Showing gratitude towards people, appreciating their good work and having a thankful outlook towards life can result in an improved mental and physical health in patients with asymptomatic heart failure, a new research shows.
"We found that more gratitude in such people was associated with better mood, better sleep, less fatigue and lower levels of inflammatory biomarkers related to cardiac health," explained lead author Paul J. Mills, professor of family medicine and public health at the University of California, San Diego.
The study involved 186 men and women who had been diagnosed with asymptomatic (Stage B) heart failure for at least three months.
Stage B consists of patients who have developed structural heart disease but do not show symptoms of heart failure.

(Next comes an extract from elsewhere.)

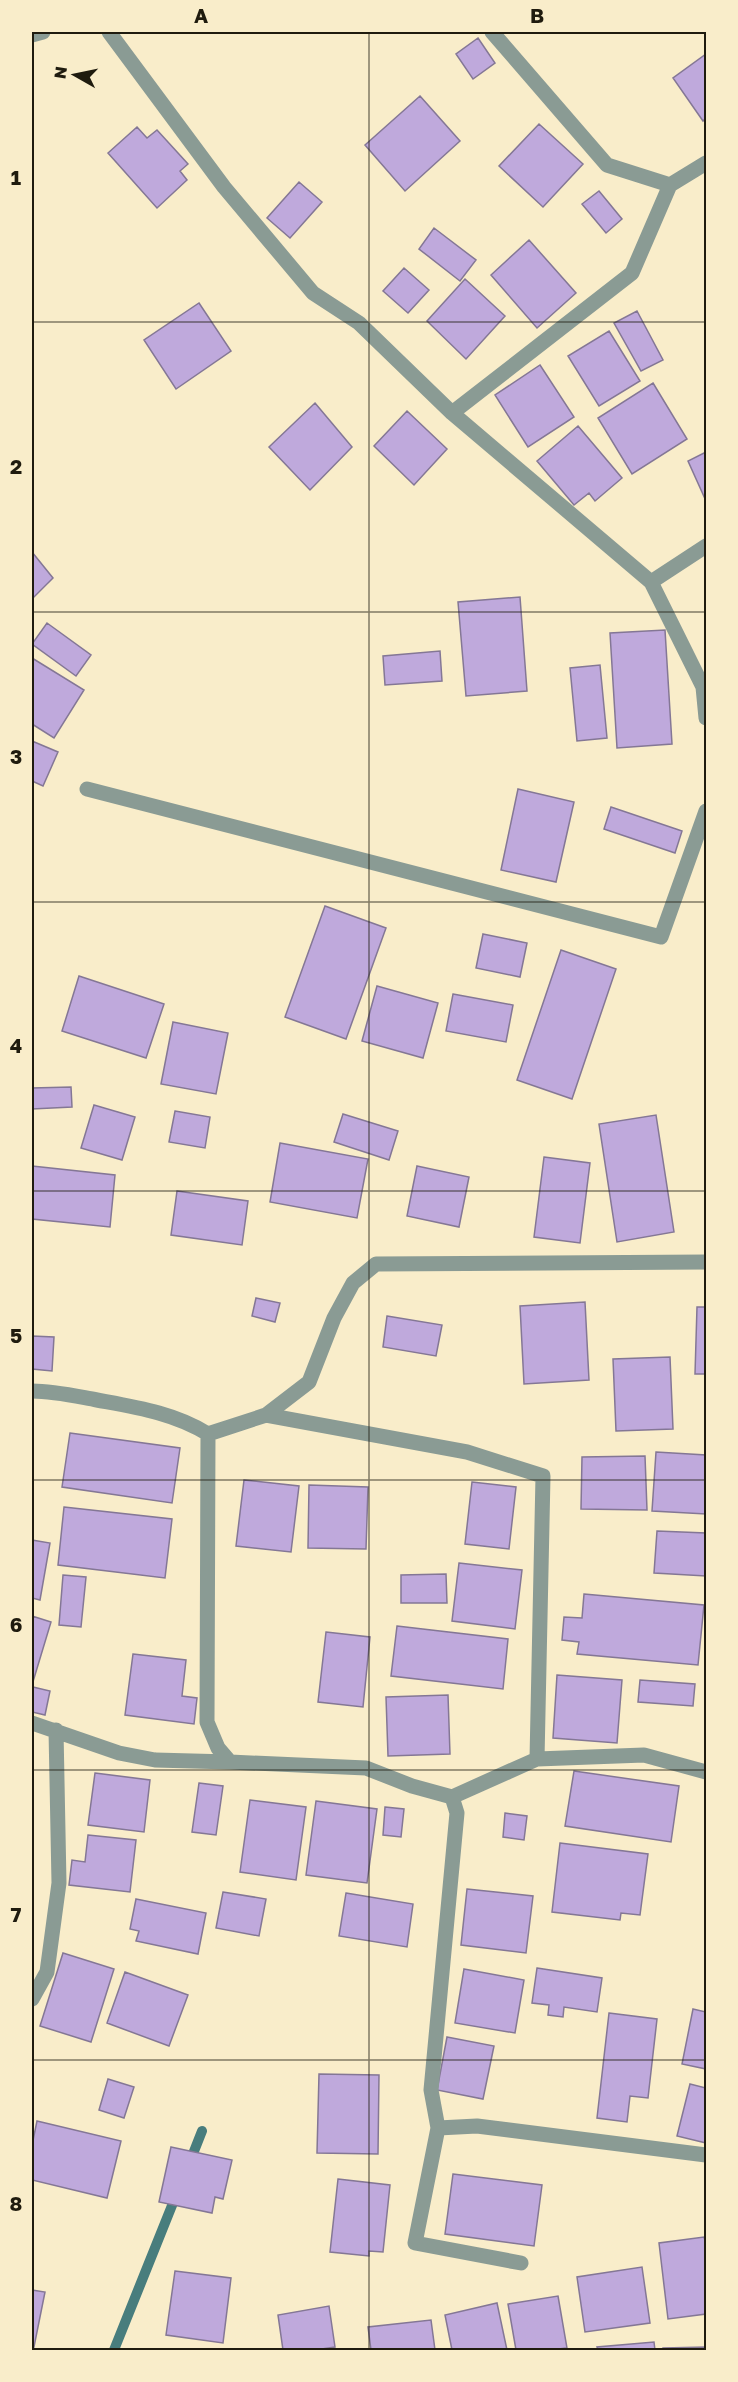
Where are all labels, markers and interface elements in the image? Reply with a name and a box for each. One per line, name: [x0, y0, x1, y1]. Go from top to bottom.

Using standard psychological tests, the researchers obtained scores for gratitude and spiritual well-being.
They then compared those scores with the patients' scores for depressive symptom severity, sleep quality, fatigue, self-efficacy (belief in one's ability to deal with a situation) and inflammatory markers.
They found higher gratitude scores were associated with better mood, higher quality sleep, more self-efficacy and less inflammation.
"We found that spiritual well-being was associated with better mood and sleep but it was the gratitude aspect of spirituality that accounted for those effects, not spirituality per se," Mills noted.
It seems that a more grateful heart is indeed a more healthy heart, the authors concluded in a paper published in the journal Spirituality in Clinical Practice.